Why shopping malls in the US are struggling to survive

Do you know that in the US a growing number of malls are either dead or on life support? Hundreds have closed over the past decade, and Coresight Research estimated last year that a quarter of the roughly 1,000 remaining will close in the next three to five years.

Unibail-Rodamco-Westfield, Europe’s largest mall operator, is planning to exit the US market and sell its portfolio of US mall properties by the end of 2023.

How many times have you imagined how it would look like to have the same technologies and the digital convenience that the ecommerce provides applied to your mall experience? Whatever this would mean for searching, shopping and selling.


Digital convenience creates so much frustration in the physical retail of the shopping malls that it changed how people shop and how investors value the malls in the US. It’s no surprise there is a huge pressure on the mall to reinvent itself by the end of this decade. In order to do that, it needs to understand the key factors driving the current situation.


The Buzz Effect

don’t innovate for the sake of PR, innovate for the consumer

Although retailers are heavy investors in innovation, these are usually deployed as brand activation, rather than operational improvements. Decision-makers spend money on advertising-generating innovation rather than investing in a customer-centric one. They miss the goal, although they play the game.

The Disbelief

trusting the gut feeling, instead of data

There are still top retail people that believe their know-how stems from their own experience and observations. On the other side, performing eCommerce employees believe in science and in backing-up decision making with data. An attitude which helps them win at least 30% in sales away from their physical retail competitors. This is like Dark Ages overlapping with the Industrial Revolution. The Clash is visible: some rely on natural effects (waiting for God to send the rain) while others are already ahead on sustainable growth planning (using intensive agriculture technologies).

Faking the Competition

including the similar physical retail competitors in the competitive matrix

This has a very long tradition in the day-to-day activity of all top managers in physical retail retail business at large. As long as they look away from their online competition, and only keep an eye on their traditional competitors, none of them see the real threats and the need to change. Of course, the selfish side of this aspect is being able to show positive business results on a smaller market valuation.

The Divergent Players

when the parents fight, the customer loses

The current relationship between mall operators and their tenants is complicated and contradictory. Tenants want sales and high-value potential traffic. And they want control through their own marketing assets and value propositions, by building a direct channel with their customers and prospects. In the other corner, shopping malls are looking to own the complete real estate: the complete physical area plus all the channels that open up to customers and visitors. Their best accomplishment is when the customers build relationship with the mall directly, rather than through their tenants. Sadly, this battle misses its most important stakeholder: the customers and their interests.

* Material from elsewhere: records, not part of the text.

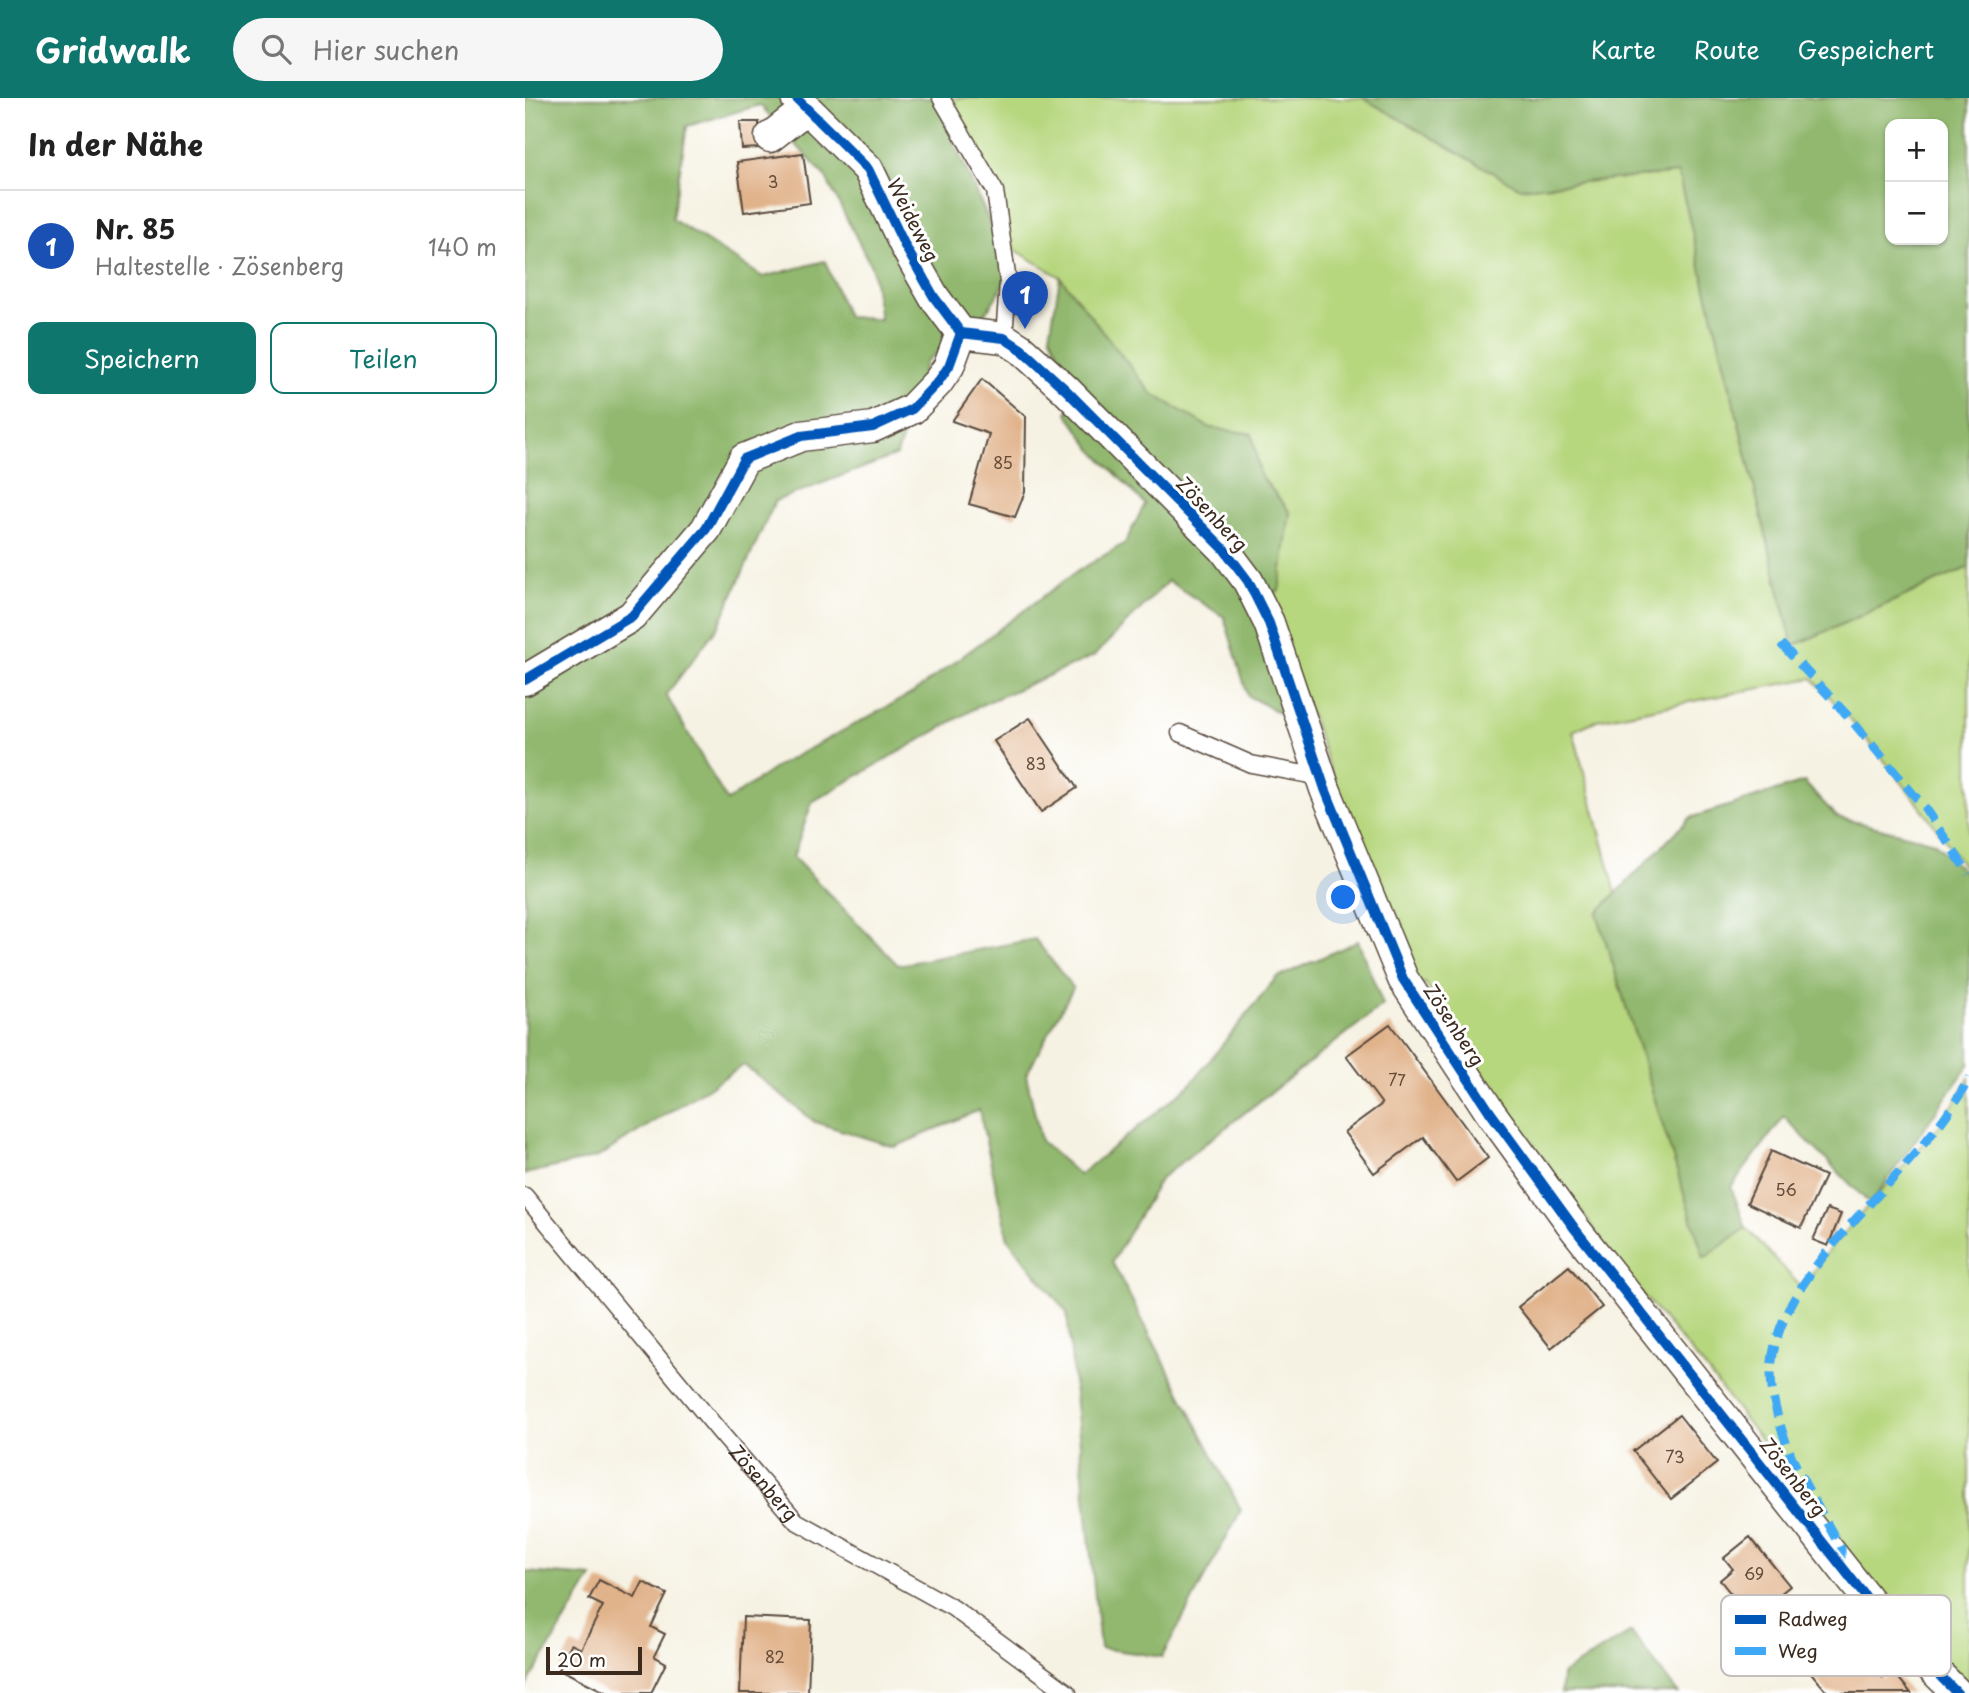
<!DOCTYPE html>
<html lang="de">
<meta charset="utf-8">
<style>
body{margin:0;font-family:"Playpen Sans",sans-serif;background:#f6f6f6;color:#222}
.controls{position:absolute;right:21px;top:21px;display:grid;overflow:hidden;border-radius:14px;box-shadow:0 2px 5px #0004}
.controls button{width:63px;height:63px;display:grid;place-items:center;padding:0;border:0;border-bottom:2px solid #e0e0e0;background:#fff;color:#222;font:35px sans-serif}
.scale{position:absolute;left:21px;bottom:18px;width:96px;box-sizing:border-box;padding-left:7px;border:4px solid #3b2a1e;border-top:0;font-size:19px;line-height:24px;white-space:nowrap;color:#3b2a1e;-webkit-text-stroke:5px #fff;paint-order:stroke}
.you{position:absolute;left:819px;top:800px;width:24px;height:24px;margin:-18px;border:5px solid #fff;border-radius:50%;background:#1a73e8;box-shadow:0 0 0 10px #1a73e833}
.badge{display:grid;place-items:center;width:46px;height:46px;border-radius:50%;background:#0f766e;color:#fff;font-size:23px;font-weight:700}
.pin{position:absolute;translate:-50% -58px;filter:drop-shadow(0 2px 4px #0008)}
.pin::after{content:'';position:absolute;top:37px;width:24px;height:21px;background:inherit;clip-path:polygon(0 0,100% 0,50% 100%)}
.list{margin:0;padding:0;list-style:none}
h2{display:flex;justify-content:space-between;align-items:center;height:91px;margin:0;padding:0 28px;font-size:30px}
h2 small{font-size:23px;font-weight:400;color:#767676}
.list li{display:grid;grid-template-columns:46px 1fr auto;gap:21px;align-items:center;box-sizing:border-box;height:112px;padding:0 28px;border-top:2px solid #e0e0e0}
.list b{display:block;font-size:26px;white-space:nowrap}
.list p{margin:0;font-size:23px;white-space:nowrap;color:#767676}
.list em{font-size:23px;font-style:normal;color:#767676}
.actions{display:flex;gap:14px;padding:21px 28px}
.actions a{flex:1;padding:16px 0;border:2px solid #0f766e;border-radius:14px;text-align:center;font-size:24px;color:#0f766e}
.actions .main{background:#0f766e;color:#fff}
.icon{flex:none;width:38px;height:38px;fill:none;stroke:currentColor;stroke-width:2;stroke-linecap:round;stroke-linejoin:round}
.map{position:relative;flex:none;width:1444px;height:1595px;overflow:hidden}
header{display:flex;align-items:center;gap:42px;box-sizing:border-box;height:98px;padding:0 35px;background:#0f766e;color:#fff}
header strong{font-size:33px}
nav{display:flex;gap:38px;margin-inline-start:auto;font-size:24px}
.search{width:490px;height:63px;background:#f6f6f6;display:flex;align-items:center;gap:18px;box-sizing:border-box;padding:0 24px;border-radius:38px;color:#767676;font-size:26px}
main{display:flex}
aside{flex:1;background:#fff}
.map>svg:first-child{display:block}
.green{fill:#b7d77f;stroke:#79804e;stroke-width:2}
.forest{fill:#91b86e;stroke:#667146;stroke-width:2;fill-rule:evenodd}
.building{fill:#e1b38b}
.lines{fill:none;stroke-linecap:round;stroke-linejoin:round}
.lane-casing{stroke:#57483c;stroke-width:19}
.street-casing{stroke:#57483c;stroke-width:33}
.lane{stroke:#fff;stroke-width:16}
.street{stroke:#fff;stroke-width:30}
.quiet{stroke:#3fa9f5;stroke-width:9;stroke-dasharray:18 9;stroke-linecap:butt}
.cycleway-casing{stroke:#fff;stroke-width:15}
.cycleway{stroke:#0057b8;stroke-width:10}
.labels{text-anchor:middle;stroke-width:6;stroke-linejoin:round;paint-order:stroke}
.number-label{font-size:16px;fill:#644c39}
.street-label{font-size:19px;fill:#3b2a1e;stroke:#fff}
.key{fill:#fff;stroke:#c4bfbc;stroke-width:2}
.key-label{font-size:19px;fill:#3b2a1e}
</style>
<header>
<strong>Gridwalk</strong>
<div class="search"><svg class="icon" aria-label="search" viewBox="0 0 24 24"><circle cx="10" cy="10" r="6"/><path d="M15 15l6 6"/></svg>Hier suchen</div>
<nav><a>Karte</a><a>Route</a><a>Gespeichert</a></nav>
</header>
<main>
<aside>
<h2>In der Nähe<small></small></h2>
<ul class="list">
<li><span class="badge" style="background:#1a4fb4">1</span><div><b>Nr. 85</b><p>Haltestelle · Zösenberg</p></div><em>140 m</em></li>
</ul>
<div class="actions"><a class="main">Speichern</a><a>Teilen</a></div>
</aside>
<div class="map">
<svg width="1444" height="1595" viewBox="0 0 1444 1595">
<rect width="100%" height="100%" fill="#fff"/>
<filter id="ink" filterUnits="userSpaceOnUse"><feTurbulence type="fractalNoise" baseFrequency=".0143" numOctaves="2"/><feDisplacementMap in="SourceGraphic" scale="14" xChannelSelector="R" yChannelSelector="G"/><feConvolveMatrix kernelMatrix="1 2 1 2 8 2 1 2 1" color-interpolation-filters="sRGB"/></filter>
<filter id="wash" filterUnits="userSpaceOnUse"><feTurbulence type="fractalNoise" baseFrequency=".00686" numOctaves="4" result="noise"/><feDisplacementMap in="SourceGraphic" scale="28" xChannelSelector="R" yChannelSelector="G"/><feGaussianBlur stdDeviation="1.57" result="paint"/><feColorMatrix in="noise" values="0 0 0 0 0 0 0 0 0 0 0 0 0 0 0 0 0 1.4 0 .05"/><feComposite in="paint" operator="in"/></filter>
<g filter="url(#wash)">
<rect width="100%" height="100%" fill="#f6f2e3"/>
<path class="green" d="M421,0h417l157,90 158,-15 115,473 176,-79v307c-48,-70 -99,-135 -157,-196l-215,42 -24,11 43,162 -19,20 107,345 42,-30 56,60 25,-36 115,-129 27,-45v607l-57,-50 -71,-70 -37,-83 10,27 -109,-141 -76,-89 -161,-227 -43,-69 -8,3 -70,-171 -80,-221 23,-82 -30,-37 -8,-41 -42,-6 -59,-35 -91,-116 -49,-30 -16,-56z"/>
<g class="forest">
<path d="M0,0h409l78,174 -32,50 -54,39 -29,94 -122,46 -56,124 -53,70 61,106 52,-36 134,-72 163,-121 49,-29 20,-39 -54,-56 -24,-35 10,-23 -27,-55 10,-58 91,116 59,35 42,6 8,41 30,37 -11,79 -30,8 31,91v23l-32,-17 -24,-79 -56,-36 -74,75 -113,49 -169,97 -19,55 105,108 137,-26 38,49 -47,87 15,66 38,34 111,-90 86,-107 82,-37 25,64 -222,173 -49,84 129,248 -79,147 -62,-9 -33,-335 -59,-74 -29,-129 -84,37 -80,-25 -71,-57 -146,92 -73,17zM235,7l65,71 47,92 8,51 -33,-2 -22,-56 -62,16 -91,-58 15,-93z"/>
<path d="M838,0h606v469l-176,79 -115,-473 -158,15zM1365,26h53v116h-53z"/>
<path d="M1279,684l33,35 97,25 35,35v188l-99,139 -86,-87 -53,70 15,41 -42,30 -107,-345 93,-95z"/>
<path d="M0,1474l67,5 -67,111z"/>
<path d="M1106,1534l47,61h-117l1,-19z"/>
</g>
<g id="blocks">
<g class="building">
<path d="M215,24h19l1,26 -18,1z"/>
<path d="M278,55l7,50 -66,9 -7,-50z"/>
<path d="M457,281l44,38 -1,75 -10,25 -46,-13 20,-70 -37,-13z"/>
<path d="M505,620l47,70 -36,24 -47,-71z"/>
<path d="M865,926l98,134 -32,24 -33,-45 -49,36 -30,-41 38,-28 -36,-48z"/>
<path d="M1246,1053l54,25 -24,52 -54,-25z"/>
<path d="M1302,1111l14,5 -13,32 -15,-6z"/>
<path d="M1044,1168l33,41 -51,41 -33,-41z"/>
<path d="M1154,1317l38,48 -46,36 -38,-48z"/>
<path d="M1225,1439l40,49 -40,32 -30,-38 13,-11 -9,-11z"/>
<path d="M74,1482l36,18 8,-16 24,12 -16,33 14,7 -11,22 12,7 -15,30h-44l-48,-24 12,-25 10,5 22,-43 -14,-7z"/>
<path d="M218,1519l68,3 -3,73h-68z"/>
<path d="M1311,1524l47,56 9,-8 19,23h-83l-32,-38z"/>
</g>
</g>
</g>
<g filter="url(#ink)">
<use href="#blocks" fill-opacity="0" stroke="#57483c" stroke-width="2"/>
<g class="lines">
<defs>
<g id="lane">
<path d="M416,0l54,93 13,91 -4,56"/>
<path d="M655,635l71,31 70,13"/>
<path id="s1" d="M0,1098l194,235 77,90 157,87 115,85"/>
</g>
<g id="street">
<path d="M271,0l72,71 37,77 29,51 27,36 43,5 17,11 45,41 158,159 24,32 21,42 56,166 78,190 87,133 85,117 309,391 73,73"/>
<path d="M245,39l36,-28"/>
<path d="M0,582l107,-64 74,-87 38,-70 57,-23 72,-9 39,-18 26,-27 11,-16 12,-33"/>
</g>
</defs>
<use href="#lane" class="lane-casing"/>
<use href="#street" class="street-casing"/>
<use href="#lane" class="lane"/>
<use href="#street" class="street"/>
<g class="quiet">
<path d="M1256,546l66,71 77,92 45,67"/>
<path d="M1316,1466v-15c-16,-31 -36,-62 -50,-94 -10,-25 -20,-55 -20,-82 2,-73 72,-140 118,-190 30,-34 60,-65 80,-105"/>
</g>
<defs>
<g id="cycleway">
<path d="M271,0l72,71 37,77 29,51 27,36 43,5 17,11 45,41 158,159 24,32 21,42 56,166 78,190 87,133 85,117 309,391 73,73"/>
<path d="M0,582l107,-64 74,-87 38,-70 57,-23 72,-9 39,-18 26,-27 11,-16 12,-33"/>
</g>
</defs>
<use href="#cycleway" class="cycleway-casing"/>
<use href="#cycleway" class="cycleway"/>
</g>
</g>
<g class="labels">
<g class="number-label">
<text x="248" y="90">3</text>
<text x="478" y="371">85</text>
<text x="511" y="672">83</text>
<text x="872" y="988">77</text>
<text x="1261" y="1098">56</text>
<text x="1150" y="1365">73</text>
<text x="1229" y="1482">69</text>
<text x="250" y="1565">82</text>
</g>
<g class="street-label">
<text transform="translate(388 122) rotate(63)" y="7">Weideweg</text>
<text transform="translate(687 416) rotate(47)" y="7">Zösenberg</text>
<text transform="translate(929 927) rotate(57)" y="7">Zösenberg</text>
<text transform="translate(1268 1379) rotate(52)" y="7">Zösenberg</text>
<text dy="7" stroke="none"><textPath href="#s1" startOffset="373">Zösenberg</textPath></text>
</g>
</g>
<rect x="1196" y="1497" width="230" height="81" rx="10" class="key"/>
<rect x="1210" y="1517" width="31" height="9" fill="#0057b8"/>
<rect x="1210" y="1549" width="31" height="8" fill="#3fa9f5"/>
<g class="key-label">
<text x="1253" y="1528">Radweg</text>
<text x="1253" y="1560">Weg</text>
</g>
</svg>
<div class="controls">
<button>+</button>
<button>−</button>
</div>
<div class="scale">20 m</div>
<div class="you"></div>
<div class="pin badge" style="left:500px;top:231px;background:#1a4fb4">1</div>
</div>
</main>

The Cost of an Opportunity

it takes a lot of bricks and a lot of mortar for traditional retailers to open up a store

It also comes with some other traditional high costs. Like traditional advertising and operational overheads. With location-based mobile advertising, sales automation & pop-up store concepts, an online retailer can start selling to the same market at a fraction of the costs. The expertise in performance marketing shapes the operational of an eCommerce business model to become agile in any situation. While a traditional retailer has to rely on their strict deployment models that usually need large browsing physical area, with lots of staff and expensive décor.

The Cushion

it can save you some headaches, but you also miss all the fun

Some investors relying on traditional retail businesses to increase their wealth are mostly away from the day to day operations. They only look over the quarterly performance reports and the profits. In comparison, tech industry investors show passion and embrace their entrepreneurial skills. Most of them are so attracted by their investments that they want to be involved in the day-to-day decision making process. The funny paradox is that sometimes the uninvolved retail investors also invest in tech and become heavily involved. This aspect is crucial for the focus and the propensity to grow of these new business models.

Cost versus Price

not all the price customers pay comes from their wallet

The word “convenience” has become that one concept to show the difference between price (how much money I pay for an item) and cost (how much *something* I pay for an item: time, energy, cash, fees, POS terminal payment errors, the weird conversations and explanations with the staff, the ugly shopping bag I have to carry around etc.). Traditional retailers believe that opening a costly store closer to their customers’ homes solves the problem. eCommerce retailers know they can deliver the weirdest sex toy in the world conveniently at your work and write “knitting supplies” on the parcel, while naming their company “Granny’s Shop Inc.” instead of “Weirdest Sex Toys Inc”. This is convenience!

Sales Staff v2.0

all the in-store sales assistance are eCommerce customers themselves

All of your young sales staff love technology and innovation. They do their shopping online, and they spend time on messaging apps while servicing the in-store customers. In the same time, they might find time to complain about how poorly built is their employer’s new website or app. They find no joy in selling with no technology at their disposal. And their lack of involvement affects the customer experience.